Breast cancer is the most commonly diagnosed cancer and the second-leading cause of death from cancer among females in the United States. Considerable inequities in breast cancer severity and mortality have been documented between Black and non-Hispanic (NH) White females. Although incidence rates have declined among most racial/ethnic groups, they have steadily increased among Black females, to a national level that is similar to that of NH White females, who have historically had the highest incidence rates [1, 2]. Black females are also twice as likely as NH White females to be diagnosed with triple-negative breast cancer (TNBC) [3,4,5], which is more aggressive and less responsive to current treatments than the hormone receptor-positive (HR +) subtypes, such as Luminal A [3, 4, 6]. NH White females, in contrast, have the highest incidence of Luminal A breast cancer, the most common subtype with the most favorable prognosis [3, 4]. Once diagnosed, Black females have roughly 42% higher mortality from breast cancer compared to NH Whites [7, 8].

There is increasing recognition of the role of institutional racism, defined as “differential access to the goods, services, and opportunities of society by race” [9] in the production of racial inequities along the breast cancer continuum [2, 10,11,12,13]. Housing discrimination is one primary form of institutional racism in the United States [14,15,16,17]. Although explicit discrimination has been illegal since the passage of the Fair Housing Act of 1968, covert forms of home mortgage discrimination against Black Americans persist, contributing to patterns of racial segregation that have remained strikingly stable since the 1860s [14,15,16,17]. Emerging evidence documents associations between racial residential segregation and breast cancer incidence and mortality [11, 18,19,20]. Importantly, however, racial residential segregation is a proxy measure that captures the consequence of institutional racial discrimination, not the discrimination itself [21]. In order to hold institutions and decision-makers accountable and inform policy change, there is a pressing need to rigorously interrogate the direct effects of discriminatory practices, such as in home mortgage lending practices, on breast cancer outcomes and inequities [22].

Publicly available data from the Home Mortgage Disclosure Act (HMDA) provide an opportunity for researchers to document the extent of contemporary housing discrimination across communities and examine its associations with health inequities [10, 21, 23,24,25]. The HMDA was enacted by congress in 1975 “to make lending practices transparent, ethical, responsive to community needs” [26]. The Act requires lenders to report annual data on the location of housing loans and whether the loan was approved or denied, as well as demographic characteristics of the applicants [26]. Using these data, researchers can quantify racial bias in home mortgage lending, or the degree to which Black applicants are disproportionately denied loans relative to White applicants, adjusting for income and other relevant characteristics [10, 21, 23,24,25].

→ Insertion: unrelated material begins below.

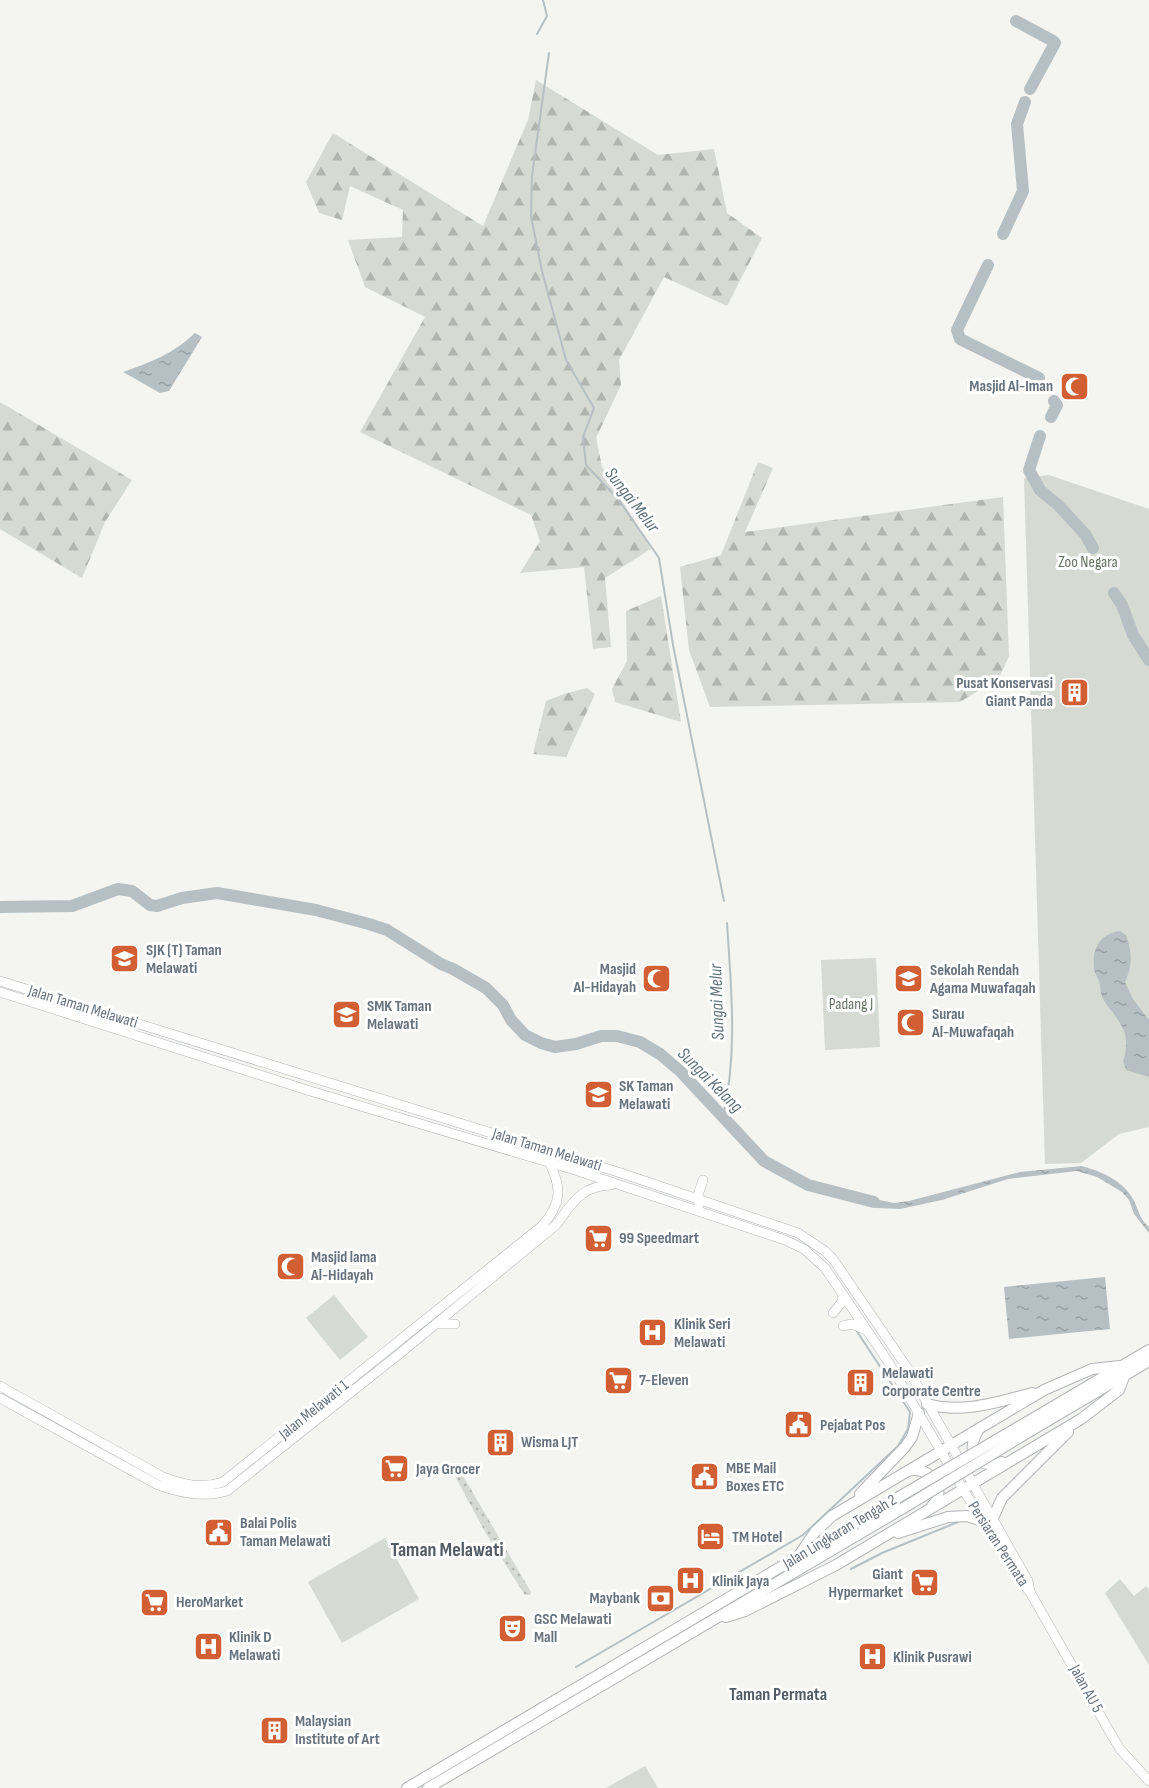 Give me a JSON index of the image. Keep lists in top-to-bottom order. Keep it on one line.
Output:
{"streets":{"highway":["Jalan Lingkaran Tengah 2"],"main road":["Jalan Taman Melawati","Jalan Melawati 1","Persiaran Permata","Jalan AU 5"]},"crossings":[["Jalan Taman Melawati","Jalan Melawati 1"],["Jalan Taman Melawati","Persiaran Permata"],["Persiaran Permata","Jalan AU 5"]],"districts":["Taman Melawati","Taman Permata"],"water":["Sungai Melur","Sungai Kelang"],"parks":["Zoo Negara","Padang J"],"places":{"mosque":["Masjid Al-Iman","Masjid Al-Hidayah","Surau Al-Muwafaqah","Masjid lama Al-Hidayah"],"building":["Pusat Konservasi Giant Panda","Melawati Corporate Centre","Wisma LJT","Malaysian Institute of Art"],"school or university":["SJK (T) Taman Melawati","Sekolah Rendah Agama Muwafaqah","SMK Taman Melawati","SK Taman Melawati"],"supermarket":["99 Speedmart","7-Eleven","Jaya Grocer","Giant Hypermarket","HeroMarket"],"hospital":["Klinik Seri Melawati","Klinik Jaya","Klinik D Melawati","Klinik Pusrawi"],"public building":["Pejabat Pos","MBE Mail Boxes ETC","Balai Polis Taman Melawati"],"hotel":["TM Hotel"],"bank":["Maybank"],"theatre":["GSC Melawati Mall"]}}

Previous research has documented associations between home mortgage discrimination and health outcomes [21, 23, 24], including breast cancer mortality [10, 25]. However, no studies, to our knowledge, have explored the relationship between housing discrimination and breast cancer incidence. This is an important topic because identifying risk factors for the development of cancer can inform primary prevention efforts. Neighborhoods where Black families face institutionalized discrimination and systemic exclusion could potentially represent toxic social environments which may be associated with greater breast cancer risk and the development of more aggressive subtypes [12, 27, 28].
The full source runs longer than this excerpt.